水戸家庭裁判所 昭和38年(少)1048号 1963年10月28日
主文
少年を中等少年院に送致する。
押収にかかるクリ小刀一丁(昭和三八年押第一六三号の一)はこれを没取する。
理由
(罪となるべき事実)
少年はM、Hと共謀の上婦女を姦淫しようと考え、昭和三八年○月○○日午後一〇時過頃、水戸市××町○○区○○交通バス停留所の十字路附近において、その機会を窺いながら過すうち、同日午後一〇時四〇分頃たまたまバスを降りて右停留所の十字路を○○大学正門方向へ暗がりの道路を単身歩行する○山○子(当二一年)の姿を認め、折柄辺りの人影がないのを幸い、強いて同女を姦淫しようと企て、直ちにHが同女の跡を追いかけ同町○○区○○○○番地○井○二方前路上において同女に追いすがり呼びかけたところ、これに驚いた同女が大声で助けを求めるや、矢庭に手で同女の口を押さえあるいは逃れようとする同女の体を抱きかかえ、一方少年において同女に対し「静かにしろ」と言いつつその胸元に所携の刃渡り約一三糎のクリ小刀を突きつけ、強いて同女を姦淫しようとしたが、同女が必死に抵抗したため遂にその目的を遂げなかつたけれども、そのさい少年が前記クリ小刀をもつて同女の右胸部を突き刺し、同女に対し全治まで約四ヵ月を要する右胸部刺創の傷害を負わせたものである。
(法令の適用)
刑法一八一条、第一七七条、第六〇条
審判の結果、少年の素質と環境、事件の内容、少年の境遇、経歴、教育の程度、不良化の経過と程度、心身の状況その他を綜合考察して、この際少年に対して少年院の矯正教育を施し、もつて社会適応性をもたしめるのを相当と認める。

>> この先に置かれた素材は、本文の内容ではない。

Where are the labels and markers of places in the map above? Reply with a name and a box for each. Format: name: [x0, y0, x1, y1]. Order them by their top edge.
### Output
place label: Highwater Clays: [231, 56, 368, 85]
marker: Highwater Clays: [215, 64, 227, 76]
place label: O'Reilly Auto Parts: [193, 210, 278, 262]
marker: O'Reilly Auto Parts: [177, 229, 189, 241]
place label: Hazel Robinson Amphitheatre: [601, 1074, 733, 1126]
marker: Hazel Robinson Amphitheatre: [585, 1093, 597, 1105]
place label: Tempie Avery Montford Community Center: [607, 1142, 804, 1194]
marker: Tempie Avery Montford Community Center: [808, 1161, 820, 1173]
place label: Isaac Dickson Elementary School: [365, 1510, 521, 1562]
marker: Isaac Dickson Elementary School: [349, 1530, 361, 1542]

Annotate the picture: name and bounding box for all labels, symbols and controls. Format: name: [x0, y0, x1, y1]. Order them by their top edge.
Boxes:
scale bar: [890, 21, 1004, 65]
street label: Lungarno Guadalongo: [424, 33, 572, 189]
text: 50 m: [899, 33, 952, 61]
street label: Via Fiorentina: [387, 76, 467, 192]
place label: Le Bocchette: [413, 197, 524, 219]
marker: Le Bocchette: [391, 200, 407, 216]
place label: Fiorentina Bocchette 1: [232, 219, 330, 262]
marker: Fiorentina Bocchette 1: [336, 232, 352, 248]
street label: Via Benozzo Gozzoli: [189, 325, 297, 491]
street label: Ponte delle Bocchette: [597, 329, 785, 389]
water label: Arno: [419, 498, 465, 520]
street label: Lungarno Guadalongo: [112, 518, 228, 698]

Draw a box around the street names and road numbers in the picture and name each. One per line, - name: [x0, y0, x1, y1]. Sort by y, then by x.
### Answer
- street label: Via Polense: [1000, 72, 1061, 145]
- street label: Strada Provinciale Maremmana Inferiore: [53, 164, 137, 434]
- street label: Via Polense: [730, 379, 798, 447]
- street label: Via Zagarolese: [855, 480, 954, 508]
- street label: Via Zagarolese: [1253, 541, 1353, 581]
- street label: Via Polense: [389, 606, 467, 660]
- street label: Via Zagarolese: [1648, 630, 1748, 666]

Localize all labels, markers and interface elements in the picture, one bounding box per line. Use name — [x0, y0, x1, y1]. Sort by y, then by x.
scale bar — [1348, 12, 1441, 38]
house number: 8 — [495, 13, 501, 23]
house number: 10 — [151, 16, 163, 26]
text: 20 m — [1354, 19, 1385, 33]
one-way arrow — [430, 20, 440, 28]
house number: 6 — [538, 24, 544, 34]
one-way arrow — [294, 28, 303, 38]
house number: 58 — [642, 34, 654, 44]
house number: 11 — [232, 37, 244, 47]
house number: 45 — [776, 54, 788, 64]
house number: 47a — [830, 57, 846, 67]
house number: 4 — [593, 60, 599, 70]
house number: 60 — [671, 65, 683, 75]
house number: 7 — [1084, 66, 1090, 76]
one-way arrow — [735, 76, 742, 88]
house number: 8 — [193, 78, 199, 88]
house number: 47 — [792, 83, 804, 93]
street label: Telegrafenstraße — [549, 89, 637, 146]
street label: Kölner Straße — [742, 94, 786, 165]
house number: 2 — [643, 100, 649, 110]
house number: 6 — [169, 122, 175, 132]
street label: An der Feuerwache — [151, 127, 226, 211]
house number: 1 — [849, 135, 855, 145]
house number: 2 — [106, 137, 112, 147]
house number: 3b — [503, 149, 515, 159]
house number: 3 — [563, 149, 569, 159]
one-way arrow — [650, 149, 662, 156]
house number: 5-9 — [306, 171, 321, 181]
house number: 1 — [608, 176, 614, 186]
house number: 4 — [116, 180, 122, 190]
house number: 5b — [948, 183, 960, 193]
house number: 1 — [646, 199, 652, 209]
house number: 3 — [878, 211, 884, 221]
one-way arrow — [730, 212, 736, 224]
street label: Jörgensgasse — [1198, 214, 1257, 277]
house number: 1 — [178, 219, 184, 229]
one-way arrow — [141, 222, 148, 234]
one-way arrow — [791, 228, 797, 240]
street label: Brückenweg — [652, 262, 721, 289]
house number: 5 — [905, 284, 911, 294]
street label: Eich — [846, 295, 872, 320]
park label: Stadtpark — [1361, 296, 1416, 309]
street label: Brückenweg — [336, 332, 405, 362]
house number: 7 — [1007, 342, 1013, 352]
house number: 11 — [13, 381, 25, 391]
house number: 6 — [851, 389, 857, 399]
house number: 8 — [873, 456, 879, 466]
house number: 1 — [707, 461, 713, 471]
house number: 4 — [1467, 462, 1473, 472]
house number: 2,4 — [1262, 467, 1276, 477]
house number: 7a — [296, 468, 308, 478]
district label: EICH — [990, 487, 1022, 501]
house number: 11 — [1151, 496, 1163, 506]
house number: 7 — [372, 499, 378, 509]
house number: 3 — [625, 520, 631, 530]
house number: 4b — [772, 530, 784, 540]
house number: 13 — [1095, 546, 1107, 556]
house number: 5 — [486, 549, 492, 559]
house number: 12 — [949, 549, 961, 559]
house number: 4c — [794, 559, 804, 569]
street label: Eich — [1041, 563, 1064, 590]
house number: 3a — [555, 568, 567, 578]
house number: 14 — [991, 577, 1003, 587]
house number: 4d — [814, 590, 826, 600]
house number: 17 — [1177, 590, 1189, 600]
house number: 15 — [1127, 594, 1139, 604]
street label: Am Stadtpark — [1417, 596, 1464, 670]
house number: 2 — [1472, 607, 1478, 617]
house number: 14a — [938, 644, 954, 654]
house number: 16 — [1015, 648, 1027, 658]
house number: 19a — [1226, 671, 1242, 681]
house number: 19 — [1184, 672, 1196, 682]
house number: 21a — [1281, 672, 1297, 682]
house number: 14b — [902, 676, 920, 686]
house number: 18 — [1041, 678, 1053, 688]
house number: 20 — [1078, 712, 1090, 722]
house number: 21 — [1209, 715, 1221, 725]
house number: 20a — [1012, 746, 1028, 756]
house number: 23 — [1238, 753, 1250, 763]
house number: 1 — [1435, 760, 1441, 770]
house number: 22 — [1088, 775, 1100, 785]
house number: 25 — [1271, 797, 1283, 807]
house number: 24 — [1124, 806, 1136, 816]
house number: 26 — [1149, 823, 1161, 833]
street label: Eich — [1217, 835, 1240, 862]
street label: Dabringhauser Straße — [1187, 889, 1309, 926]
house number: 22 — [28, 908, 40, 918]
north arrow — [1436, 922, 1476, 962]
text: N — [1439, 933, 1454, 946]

そこで、少年法第二四条第一項第三号、少年審判規則第三七条第一項、少年院法第二条により、少年を中等少年院に送致することとし、なお押収にかかるクリ小刀一丁(昭和三八年押第一六三号の一)の没取について、少年法第二四条の二第一項第二号、第二項を適用して、主文のとおり決定する。